··· RECORDED INFORMATION ···

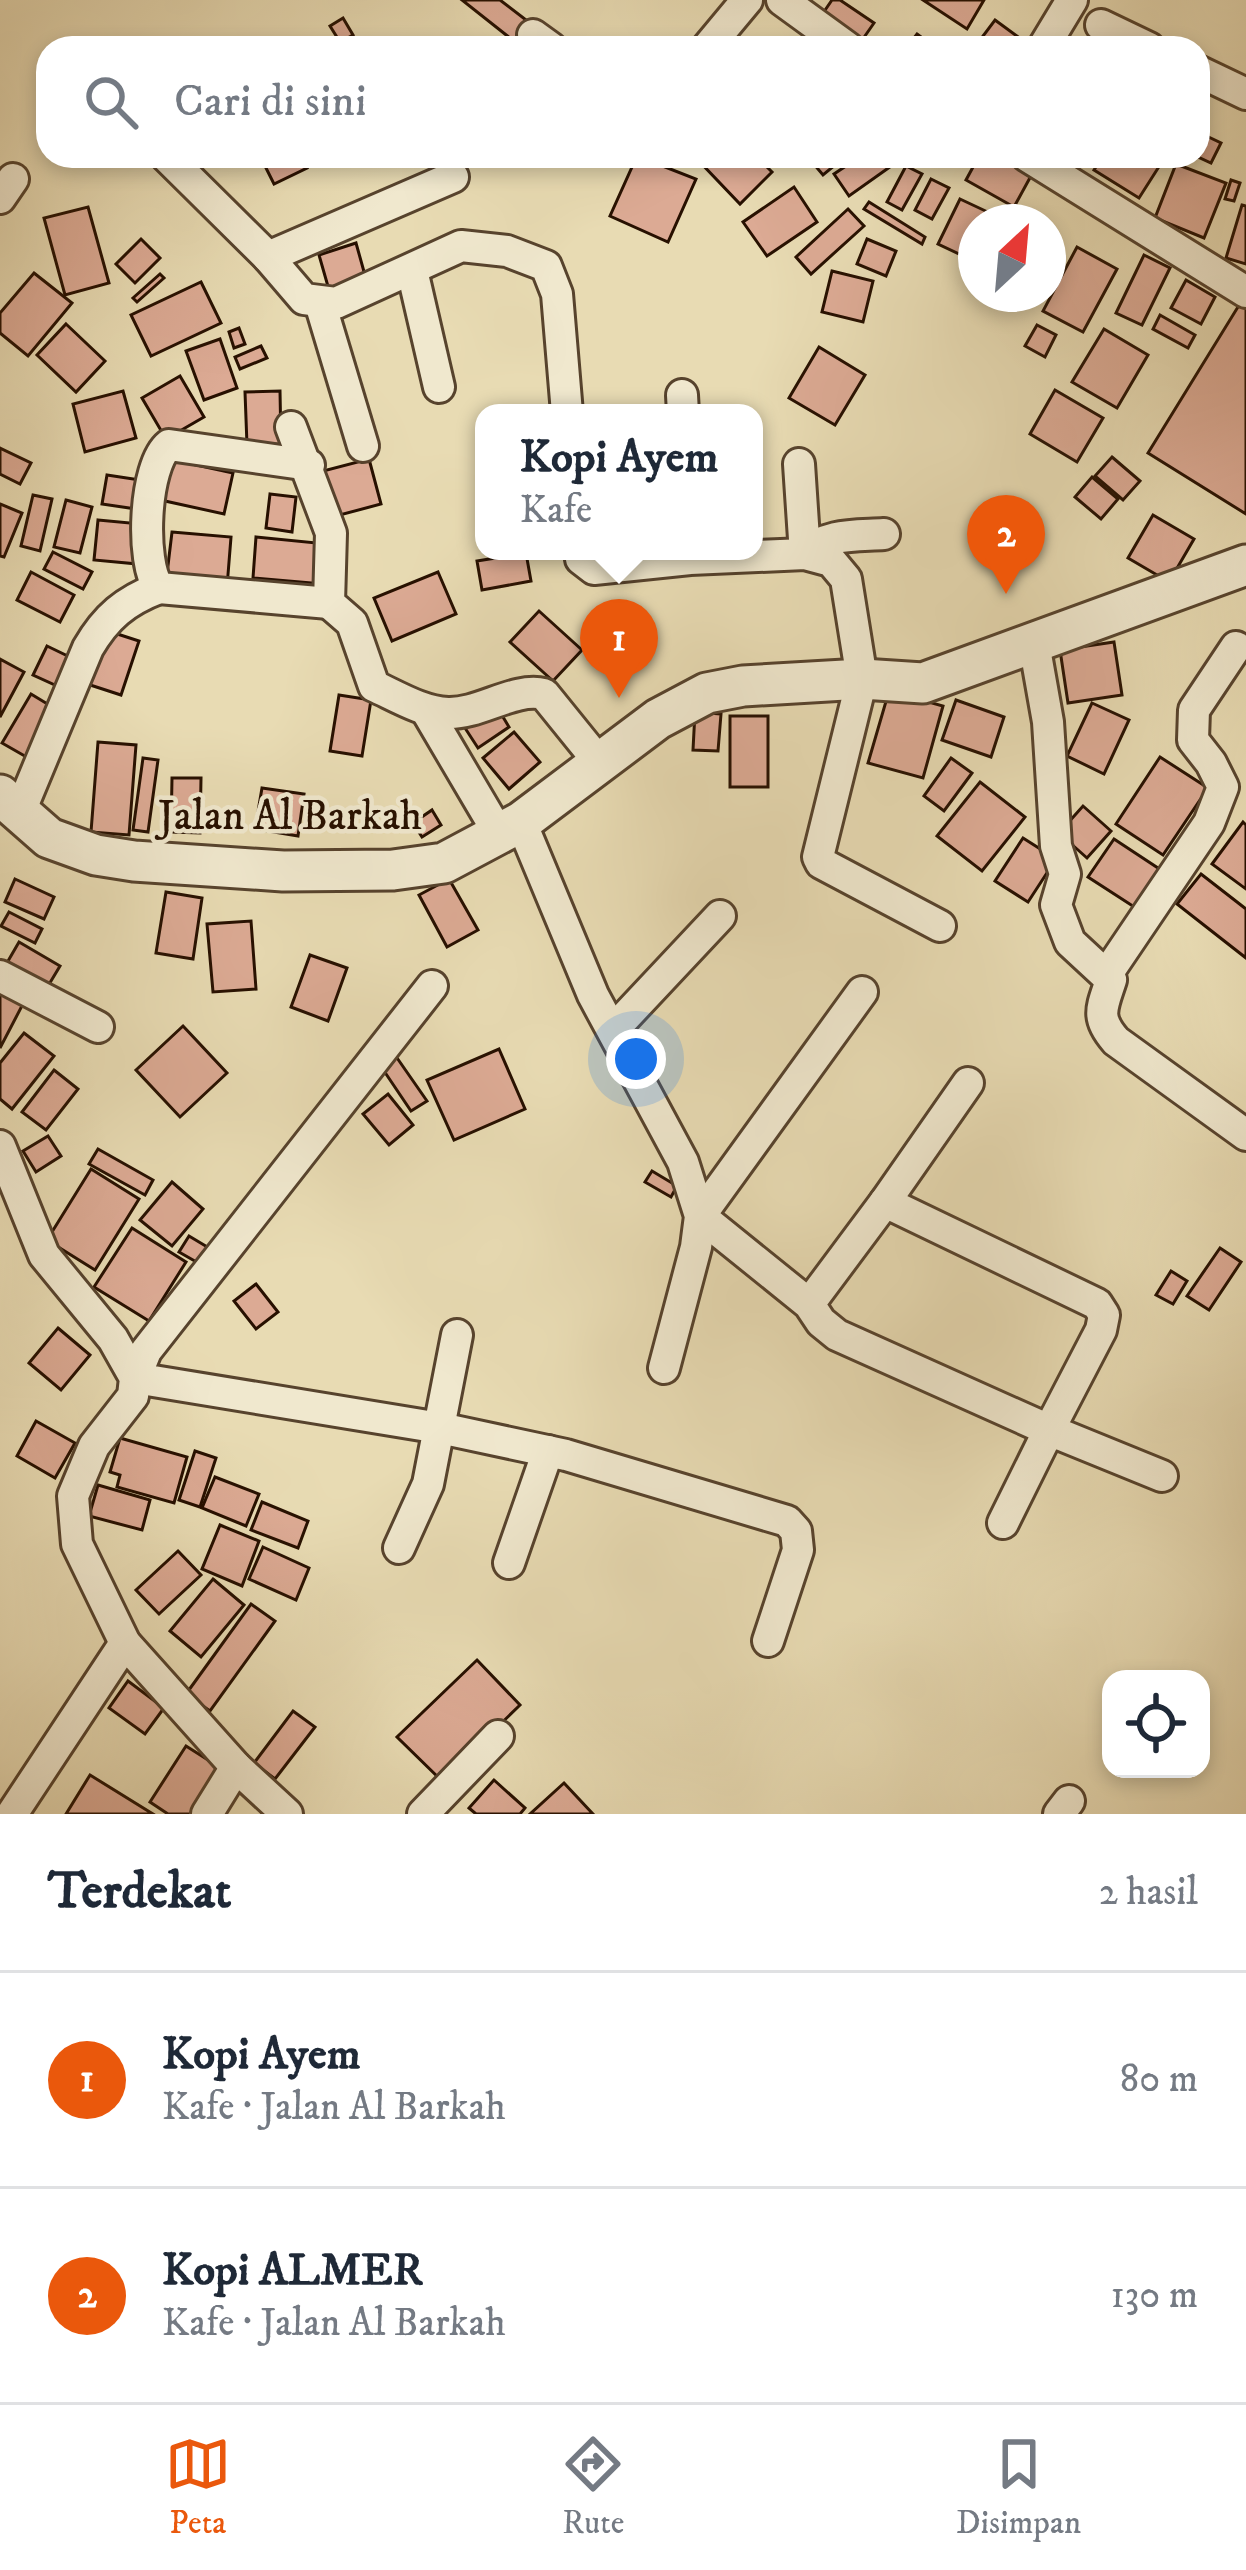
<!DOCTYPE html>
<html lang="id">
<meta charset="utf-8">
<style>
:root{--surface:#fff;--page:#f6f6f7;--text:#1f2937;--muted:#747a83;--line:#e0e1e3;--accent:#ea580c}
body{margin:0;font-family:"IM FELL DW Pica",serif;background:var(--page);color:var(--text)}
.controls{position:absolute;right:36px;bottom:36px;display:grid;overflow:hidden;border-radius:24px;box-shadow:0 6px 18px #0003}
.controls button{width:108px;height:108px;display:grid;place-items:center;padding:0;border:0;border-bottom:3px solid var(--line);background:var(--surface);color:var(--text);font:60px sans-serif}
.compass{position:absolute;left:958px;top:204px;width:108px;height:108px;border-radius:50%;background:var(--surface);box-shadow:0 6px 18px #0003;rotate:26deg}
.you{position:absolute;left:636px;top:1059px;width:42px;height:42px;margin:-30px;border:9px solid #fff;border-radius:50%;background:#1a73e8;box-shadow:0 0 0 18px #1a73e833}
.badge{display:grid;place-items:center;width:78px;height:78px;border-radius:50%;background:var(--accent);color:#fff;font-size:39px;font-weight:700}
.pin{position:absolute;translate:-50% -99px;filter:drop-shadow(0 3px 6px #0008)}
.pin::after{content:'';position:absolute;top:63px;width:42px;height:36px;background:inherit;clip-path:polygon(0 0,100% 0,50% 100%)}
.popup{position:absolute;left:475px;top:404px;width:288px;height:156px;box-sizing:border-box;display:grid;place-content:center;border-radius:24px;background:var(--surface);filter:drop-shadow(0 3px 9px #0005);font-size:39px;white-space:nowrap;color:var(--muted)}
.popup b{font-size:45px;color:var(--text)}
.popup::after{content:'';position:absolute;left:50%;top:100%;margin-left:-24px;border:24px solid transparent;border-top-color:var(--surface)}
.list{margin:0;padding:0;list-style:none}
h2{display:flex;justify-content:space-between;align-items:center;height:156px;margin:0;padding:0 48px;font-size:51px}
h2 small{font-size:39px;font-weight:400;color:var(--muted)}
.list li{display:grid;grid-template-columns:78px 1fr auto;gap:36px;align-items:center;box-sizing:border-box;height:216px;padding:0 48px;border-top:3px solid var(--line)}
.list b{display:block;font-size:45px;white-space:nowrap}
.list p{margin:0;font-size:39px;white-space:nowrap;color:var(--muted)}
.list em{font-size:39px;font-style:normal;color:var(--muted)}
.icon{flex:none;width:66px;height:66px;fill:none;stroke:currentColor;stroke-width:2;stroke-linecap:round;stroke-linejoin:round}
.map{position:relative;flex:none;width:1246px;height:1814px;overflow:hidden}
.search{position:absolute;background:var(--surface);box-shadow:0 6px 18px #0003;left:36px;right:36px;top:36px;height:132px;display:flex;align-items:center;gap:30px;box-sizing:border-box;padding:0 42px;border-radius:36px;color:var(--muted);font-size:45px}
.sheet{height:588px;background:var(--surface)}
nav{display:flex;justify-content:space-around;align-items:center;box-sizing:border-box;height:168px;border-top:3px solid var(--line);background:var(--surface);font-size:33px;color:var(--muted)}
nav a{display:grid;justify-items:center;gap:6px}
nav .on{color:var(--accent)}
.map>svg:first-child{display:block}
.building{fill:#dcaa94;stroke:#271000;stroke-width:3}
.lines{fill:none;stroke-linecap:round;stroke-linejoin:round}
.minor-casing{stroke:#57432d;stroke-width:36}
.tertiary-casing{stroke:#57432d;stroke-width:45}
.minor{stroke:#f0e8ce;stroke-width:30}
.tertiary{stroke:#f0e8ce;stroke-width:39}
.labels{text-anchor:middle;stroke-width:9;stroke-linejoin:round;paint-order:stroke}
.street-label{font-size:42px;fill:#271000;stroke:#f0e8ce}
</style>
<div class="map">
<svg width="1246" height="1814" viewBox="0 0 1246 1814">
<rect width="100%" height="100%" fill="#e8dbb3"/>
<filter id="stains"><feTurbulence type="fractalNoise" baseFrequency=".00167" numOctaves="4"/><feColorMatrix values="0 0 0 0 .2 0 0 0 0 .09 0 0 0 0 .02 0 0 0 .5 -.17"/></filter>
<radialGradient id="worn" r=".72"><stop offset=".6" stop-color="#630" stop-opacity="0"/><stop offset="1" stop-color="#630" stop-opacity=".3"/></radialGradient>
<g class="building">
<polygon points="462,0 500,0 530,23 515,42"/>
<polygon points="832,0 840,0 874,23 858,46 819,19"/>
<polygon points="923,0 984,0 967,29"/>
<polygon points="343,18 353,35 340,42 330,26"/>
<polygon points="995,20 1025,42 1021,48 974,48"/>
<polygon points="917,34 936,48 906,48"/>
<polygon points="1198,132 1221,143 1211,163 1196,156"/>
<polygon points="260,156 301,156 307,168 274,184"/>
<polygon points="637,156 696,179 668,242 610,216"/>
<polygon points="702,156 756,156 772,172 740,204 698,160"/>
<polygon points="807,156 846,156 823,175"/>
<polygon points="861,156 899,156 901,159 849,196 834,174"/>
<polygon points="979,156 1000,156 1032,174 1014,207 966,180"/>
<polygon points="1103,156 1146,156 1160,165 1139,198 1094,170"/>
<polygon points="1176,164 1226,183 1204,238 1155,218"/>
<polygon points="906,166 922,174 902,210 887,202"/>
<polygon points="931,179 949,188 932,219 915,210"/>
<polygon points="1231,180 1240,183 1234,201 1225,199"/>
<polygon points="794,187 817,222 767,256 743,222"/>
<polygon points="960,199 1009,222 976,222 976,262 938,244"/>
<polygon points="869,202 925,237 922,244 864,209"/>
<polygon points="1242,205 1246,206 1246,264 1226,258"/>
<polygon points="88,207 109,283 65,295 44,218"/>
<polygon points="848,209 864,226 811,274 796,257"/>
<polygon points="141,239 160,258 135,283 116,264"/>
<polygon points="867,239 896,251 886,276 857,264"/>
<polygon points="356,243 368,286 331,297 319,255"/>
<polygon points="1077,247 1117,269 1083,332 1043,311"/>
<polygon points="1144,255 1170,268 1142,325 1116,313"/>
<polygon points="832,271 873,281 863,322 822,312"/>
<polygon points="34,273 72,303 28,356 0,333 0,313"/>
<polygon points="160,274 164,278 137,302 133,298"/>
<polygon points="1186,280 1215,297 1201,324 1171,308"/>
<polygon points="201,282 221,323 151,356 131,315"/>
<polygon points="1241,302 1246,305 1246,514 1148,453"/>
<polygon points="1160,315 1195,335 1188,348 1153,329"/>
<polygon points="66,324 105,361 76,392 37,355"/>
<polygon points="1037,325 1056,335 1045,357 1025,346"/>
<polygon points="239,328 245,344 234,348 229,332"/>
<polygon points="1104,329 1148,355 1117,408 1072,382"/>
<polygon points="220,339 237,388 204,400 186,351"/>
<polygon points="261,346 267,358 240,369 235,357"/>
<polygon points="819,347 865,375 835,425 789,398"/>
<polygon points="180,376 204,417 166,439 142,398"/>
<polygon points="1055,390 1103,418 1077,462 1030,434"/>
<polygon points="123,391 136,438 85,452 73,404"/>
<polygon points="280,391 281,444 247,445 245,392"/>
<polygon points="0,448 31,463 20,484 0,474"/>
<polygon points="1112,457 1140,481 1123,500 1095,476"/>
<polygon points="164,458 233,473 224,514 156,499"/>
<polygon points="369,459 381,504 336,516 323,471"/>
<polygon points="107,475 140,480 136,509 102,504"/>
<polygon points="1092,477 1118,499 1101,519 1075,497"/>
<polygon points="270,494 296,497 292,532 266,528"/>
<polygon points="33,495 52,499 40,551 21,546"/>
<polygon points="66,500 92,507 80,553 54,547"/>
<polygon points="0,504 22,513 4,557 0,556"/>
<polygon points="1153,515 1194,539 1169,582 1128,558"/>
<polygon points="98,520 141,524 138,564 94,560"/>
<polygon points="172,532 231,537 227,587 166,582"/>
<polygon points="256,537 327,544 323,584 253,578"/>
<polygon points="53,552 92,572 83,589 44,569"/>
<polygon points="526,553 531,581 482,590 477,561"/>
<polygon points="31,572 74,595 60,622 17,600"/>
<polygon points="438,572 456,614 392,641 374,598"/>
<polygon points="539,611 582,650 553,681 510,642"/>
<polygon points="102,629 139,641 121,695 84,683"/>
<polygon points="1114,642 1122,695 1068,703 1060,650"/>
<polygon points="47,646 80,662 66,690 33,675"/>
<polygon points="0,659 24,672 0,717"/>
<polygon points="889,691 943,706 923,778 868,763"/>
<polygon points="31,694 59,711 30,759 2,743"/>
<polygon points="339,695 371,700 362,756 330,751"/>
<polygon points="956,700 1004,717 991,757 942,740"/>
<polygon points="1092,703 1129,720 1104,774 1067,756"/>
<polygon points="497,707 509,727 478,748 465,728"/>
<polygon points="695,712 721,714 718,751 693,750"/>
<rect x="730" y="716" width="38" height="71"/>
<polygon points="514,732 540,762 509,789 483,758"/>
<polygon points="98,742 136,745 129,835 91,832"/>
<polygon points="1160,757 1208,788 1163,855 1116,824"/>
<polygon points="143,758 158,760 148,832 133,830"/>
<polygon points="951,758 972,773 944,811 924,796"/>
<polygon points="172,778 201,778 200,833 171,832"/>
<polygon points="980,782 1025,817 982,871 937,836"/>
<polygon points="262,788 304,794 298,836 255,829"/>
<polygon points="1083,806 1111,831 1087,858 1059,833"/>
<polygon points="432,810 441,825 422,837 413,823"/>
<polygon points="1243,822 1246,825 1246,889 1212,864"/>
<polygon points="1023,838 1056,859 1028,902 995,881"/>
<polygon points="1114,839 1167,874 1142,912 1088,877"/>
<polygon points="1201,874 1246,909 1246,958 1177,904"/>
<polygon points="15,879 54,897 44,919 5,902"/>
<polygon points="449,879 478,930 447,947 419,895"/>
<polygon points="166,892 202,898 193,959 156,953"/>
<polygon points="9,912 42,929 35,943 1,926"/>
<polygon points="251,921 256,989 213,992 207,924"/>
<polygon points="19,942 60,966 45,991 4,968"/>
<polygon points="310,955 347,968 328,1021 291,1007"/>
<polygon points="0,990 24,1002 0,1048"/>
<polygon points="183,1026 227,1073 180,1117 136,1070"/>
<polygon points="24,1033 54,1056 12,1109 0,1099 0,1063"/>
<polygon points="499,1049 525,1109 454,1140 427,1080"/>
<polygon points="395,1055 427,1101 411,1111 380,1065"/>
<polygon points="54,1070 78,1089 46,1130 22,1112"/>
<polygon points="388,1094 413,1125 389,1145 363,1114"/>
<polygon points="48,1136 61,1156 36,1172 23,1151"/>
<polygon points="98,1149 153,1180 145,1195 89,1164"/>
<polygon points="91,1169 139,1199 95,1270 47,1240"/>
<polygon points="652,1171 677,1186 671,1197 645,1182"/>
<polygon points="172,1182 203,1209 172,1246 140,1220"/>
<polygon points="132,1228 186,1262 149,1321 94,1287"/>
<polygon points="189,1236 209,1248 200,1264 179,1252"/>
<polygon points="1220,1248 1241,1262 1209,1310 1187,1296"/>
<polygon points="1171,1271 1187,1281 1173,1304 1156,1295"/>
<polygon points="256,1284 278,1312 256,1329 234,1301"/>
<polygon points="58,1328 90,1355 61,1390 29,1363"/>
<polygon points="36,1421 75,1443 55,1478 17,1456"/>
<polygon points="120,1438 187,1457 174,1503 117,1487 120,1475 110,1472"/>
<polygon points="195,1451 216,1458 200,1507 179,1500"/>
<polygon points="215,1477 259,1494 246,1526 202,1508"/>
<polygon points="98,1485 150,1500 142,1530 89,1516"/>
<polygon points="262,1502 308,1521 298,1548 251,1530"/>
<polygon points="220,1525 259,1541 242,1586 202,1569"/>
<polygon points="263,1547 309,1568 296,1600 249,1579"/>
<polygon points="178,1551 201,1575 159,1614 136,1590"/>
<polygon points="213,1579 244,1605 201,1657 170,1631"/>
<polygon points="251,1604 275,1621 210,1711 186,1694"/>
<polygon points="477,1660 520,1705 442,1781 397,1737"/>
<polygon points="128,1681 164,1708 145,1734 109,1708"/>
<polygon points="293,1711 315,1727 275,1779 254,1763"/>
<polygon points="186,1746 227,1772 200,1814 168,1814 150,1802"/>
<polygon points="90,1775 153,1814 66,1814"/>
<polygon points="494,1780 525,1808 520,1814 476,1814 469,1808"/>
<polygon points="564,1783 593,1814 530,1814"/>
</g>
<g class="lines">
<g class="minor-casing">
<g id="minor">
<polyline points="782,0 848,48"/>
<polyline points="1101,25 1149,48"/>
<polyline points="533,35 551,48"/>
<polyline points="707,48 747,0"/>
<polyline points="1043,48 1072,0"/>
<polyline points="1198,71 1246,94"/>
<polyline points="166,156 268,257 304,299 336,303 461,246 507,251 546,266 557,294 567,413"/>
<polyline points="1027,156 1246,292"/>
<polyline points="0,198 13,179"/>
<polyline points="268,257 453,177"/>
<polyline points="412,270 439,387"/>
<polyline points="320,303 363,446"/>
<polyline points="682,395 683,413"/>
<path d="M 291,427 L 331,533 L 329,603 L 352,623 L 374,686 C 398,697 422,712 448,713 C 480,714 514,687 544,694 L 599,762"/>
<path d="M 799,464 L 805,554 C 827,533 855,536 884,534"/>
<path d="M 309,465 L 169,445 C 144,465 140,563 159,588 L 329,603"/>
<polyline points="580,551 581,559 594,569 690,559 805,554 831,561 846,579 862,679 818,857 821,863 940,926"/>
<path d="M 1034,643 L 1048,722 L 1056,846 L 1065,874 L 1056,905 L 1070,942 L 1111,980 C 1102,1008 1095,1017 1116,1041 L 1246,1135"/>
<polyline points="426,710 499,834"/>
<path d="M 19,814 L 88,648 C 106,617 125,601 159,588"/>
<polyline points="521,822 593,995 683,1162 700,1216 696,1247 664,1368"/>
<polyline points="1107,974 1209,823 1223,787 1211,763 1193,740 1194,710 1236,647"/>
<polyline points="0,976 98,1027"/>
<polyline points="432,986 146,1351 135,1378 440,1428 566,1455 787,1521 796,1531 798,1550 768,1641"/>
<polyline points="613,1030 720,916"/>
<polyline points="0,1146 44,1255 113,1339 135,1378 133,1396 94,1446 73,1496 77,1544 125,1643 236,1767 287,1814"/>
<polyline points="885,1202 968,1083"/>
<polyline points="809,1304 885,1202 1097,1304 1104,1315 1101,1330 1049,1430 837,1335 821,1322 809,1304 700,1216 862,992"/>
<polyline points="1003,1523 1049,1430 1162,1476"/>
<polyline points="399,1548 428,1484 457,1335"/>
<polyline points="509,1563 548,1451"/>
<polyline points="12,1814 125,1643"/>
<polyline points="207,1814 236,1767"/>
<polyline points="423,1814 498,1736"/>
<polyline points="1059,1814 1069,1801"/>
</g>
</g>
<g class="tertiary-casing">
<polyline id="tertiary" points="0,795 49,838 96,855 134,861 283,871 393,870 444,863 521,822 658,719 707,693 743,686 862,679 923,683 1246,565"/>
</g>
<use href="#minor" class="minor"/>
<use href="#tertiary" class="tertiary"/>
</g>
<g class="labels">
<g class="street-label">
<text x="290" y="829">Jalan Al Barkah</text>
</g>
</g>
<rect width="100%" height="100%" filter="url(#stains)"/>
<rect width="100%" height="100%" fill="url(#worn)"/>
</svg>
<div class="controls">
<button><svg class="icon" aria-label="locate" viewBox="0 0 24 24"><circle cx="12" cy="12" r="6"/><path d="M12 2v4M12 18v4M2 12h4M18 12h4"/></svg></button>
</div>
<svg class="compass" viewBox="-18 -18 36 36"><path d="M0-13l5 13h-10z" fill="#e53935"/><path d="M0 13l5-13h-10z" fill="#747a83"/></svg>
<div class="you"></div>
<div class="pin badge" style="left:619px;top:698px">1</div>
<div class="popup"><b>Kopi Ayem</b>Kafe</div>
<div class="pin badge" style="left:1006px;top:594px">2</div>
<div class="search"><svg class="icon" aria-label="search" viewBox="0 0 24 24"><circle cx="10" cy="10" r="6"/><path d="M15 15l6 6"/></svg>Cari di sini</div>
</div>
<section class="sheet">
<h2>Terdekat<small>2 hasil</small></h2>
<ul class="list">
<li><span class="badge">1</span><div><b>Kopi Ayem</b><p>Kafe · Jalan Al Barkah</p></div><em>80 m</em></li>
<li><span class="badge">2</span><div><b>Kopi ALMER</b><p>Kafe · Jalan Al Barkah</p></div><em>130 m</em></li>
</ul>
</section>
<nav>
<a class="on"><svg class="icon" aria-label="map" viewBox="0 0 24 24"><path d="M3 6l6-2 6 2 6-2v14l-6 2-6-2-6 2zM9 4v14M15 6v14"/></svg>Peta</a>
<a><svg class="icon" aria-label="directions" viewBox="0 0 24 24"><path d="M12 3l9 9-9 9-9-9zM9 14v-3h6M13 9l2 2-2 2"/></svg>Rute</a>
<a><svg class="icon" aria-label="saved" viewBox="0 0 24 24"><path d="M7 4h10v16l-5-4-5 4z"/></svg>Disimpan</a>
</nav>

···

> **AIM OF THE TASK**: In the entries above, count each line with "list"; reply with the total only.

> **RESULT BELOW**: 6